Estoy muy sorprendido confesó al tiempo que preguntaba. ¿Mencionó su nombre el viajero?
respondió de inmediato el agricultor, dijo llamarse Anoa.
¡¿Anoa?! casi gritó Lucas—. ¿Anoa?
Sí, Anoa manifestó atribulado ante el cambio de actitud del buen pastor.
Estamos asistiendo a sucesos extraordinarios. Déjame ordenar un poco mis pensamientos casi rogando, pidió Lucas.
Después de un largo y profundo silencio, el humilde sacerdote cristiano expresó:
Anoa, según narra una antigua leyenda, era el nombre de un héroe, hoy mítico de las tribus maoríes seculares. Su fama de valeroso defensor de las islas en tiempos de invasiones se extendió por todos los rincones, y su habilidad como navegante ensalzó aún más su figura, hasta que emprendió la que fue su última aventura marina. También da cuenta la transmisión oral que a orillas del Pacífico se ubicaron muchas tribus para despedirlo con enstusiasmo, en tanto las inquietas águilas Kahu sobrevolaban la nave de la partida. Por muchos años se aguardó ansiosamente su regreso, siempre invocando a las tortugas marinas endiosadas por sus largos viajes y eternos retornos, luego de recorrer las mismas corrientes favorables aprovechadas por los audaces navegantes.

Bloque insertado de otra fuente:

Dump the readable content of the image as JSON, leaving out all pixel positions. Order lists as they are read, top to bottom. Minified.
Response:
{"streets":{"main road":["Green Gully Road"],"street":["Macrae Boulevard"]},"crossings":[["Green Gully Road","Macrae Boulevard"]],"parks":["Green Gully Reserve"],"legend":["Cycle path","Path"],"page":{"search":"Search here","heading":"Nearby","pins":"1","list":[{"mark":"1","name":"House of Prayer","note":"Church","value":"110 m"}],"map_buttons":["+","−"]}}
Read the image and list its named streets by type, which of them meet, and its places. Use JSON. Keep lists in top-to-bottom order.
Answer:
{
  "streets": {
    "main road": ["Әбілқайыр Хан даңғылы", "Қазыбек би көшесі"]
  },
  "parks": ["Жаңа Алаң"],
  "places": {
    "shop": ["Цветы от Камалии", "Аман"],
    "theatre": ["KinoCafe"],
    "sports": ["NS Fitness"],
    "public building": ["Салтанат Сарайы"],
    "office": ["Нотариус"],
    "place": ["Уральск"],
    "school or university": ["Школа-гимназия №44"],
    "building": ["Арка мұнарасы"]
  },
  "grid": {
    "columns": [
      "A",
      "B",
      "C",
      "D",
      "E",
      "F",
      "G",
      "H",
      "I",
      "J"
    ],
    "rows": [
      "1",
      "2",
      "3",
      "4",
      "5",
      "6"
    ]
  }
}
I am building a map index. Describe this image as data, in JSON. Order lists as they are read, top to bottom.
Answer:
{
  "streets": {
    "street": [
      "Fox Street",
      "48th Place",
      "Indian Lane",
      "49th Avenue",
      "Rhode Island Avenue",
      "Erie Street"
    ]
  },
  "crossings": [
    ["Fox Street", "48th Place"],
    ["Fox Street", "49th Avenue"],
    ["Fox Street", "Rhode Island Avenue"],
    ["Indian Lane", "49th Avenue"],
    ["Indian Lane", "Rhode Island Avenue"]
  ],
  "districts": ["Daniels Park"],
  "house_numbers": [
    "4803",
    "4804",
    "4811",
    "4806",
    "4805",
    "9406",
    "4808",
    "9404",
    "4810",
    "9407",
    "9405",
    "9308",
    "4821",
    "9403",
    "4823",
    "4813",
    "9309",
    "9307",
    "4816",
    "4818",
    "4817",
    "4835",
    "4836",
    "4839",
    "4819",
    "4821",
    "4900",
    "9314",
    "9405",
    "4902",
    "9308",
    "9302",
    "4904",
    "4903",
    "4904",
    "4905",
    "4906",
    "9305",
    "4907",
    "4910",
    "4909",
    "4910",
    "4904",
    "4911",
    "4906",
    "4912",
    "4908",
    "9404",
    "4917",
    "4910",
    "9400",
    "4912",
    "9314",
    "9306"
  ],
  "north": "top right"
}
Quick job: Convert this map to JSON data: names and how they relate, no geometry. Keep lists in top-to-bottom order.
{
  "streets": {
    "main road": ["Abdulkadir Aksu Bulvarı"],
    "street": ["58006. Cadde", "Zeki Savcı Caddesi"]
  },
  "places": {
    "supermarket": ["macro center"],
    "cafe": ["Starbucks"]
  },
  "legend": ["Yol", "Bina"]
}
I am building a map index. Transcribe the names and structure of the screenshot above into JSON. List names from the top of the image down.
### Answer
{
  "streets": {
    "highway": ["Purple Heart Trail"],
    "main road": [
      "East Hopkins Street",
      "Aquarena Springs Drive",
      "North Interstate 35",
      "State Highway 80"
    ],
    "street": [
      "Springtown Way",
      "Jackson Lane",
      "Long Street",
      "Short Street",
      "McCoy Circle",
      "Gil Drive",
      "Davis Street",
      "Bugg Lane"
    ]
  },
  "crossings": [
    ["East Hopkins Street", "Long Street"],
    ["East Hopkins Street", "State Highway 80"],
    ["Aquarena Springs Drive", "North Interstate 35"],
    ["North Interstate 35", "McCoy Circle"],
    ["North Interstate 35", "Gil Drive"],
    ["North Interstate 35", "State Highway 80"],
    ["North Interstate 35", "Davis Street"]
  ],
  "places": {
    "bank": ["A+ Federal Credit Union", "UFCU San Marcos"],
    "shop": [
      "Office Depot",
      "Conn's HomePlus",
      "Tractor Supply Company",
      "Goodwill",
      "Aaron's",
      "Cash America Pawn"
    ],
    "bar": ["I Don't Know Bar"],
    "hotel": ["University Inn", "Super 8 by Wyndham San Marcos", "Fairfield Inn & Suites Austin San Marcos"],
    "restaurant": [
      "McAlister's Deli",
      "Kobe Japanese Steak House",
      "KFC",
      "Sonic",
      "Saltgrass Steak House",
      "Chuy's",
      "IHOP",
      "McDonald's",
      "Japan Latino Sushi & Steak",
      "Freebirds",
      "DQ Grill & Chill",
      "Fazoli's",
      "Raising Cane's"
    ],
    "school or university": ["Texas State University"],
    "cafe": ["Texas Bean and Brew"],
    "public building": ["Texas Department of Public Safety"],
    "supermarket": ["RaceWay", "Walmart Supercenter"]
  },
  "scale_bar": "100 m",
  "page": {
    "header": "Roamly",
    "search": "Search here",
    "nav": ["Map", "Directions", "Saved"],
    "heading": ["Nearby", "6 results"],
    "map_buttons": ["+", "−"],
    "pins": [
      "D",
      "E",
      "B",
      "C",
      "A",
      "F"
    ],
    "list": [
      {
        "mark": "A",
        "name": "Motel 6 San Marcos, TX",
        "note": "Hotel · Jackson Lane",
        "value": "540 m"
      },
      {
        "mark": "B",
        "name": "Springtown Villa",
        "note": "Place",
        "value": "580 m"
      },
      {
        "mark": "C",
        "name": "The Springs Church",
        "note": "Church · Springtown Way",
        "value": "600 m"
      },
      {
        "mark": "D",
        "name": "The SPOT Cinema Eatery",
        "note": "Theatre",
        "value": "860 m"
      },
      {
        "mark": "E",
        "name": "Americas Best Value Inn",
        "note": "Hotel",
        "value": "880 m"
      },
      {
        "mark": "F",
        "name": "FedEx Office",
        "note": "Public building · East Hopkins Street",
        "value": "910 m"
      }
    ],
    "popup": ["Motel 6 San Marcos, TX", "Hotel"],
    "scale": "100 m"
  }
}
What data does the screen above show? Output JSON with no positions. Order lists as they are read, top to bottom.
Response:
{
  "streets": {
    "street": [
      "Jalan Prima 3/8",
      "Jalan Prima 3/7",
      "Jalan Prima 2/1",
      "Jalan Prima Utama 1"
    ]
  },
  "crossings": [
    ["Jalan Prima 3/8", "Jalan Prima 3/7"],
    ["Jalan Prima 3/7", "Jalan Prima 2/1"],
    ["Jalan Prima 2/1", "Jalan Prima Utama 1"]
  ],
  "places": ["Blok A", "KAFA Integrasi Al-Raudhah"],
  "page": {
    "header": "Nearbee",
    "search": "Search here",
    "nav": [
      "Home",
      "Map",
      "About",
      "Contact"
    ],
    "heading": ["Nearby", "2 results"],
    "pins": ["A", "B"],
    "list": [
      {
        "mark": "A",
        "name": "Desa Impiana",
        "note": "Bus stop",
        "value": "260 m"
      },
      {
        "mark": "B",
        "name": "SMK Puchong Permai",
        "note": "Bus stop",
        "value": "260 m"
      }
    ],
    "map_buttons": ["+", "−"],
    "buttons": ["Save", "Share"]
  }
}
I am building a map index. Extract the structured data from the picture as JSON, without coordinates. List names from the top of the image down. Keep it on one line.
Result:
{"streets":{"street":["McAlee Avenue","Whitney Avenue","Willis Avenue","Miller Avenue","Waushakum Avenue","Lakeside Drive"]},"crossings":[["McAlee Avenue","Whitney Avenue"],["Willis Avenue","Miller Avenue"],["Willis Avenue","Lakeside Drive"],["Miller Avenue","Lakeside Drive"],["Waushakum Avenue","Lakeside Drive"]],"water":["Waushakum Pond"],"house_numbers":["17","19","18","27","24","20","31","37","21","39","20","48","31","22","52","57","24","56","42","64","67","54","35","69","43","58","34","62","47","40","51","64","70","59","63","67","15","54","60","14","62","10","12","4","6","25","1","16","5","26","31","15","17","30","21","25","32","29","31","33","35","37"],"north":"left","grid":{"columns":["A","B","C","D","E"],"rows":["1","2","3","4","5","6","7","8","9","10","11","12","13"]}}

»Prestame atención, querido Robert Davies: el alma, esa energía cósmica invisible e intangible que transe la totalidad del cuerpo humano siendo independiente de él, pero conservando la individualidad de su continente, viajó, pegado a la tuya, hasta estos, sus amados lares natales y al lugar, ya olvidado en el tiempo, de la tumba que le fuera reservada.
»Ante lo inexplicable de esta historia, debemos refugiarnos ambos en el versículo 33-b cap. 11 de Romanos: “… Dios, cuán inescrutables son tus caminos”. Yo, maravillado, te considero a tí, amigo, una suerte de Eneas, por haber conocido tu misión recién al final de tus agitados viajes.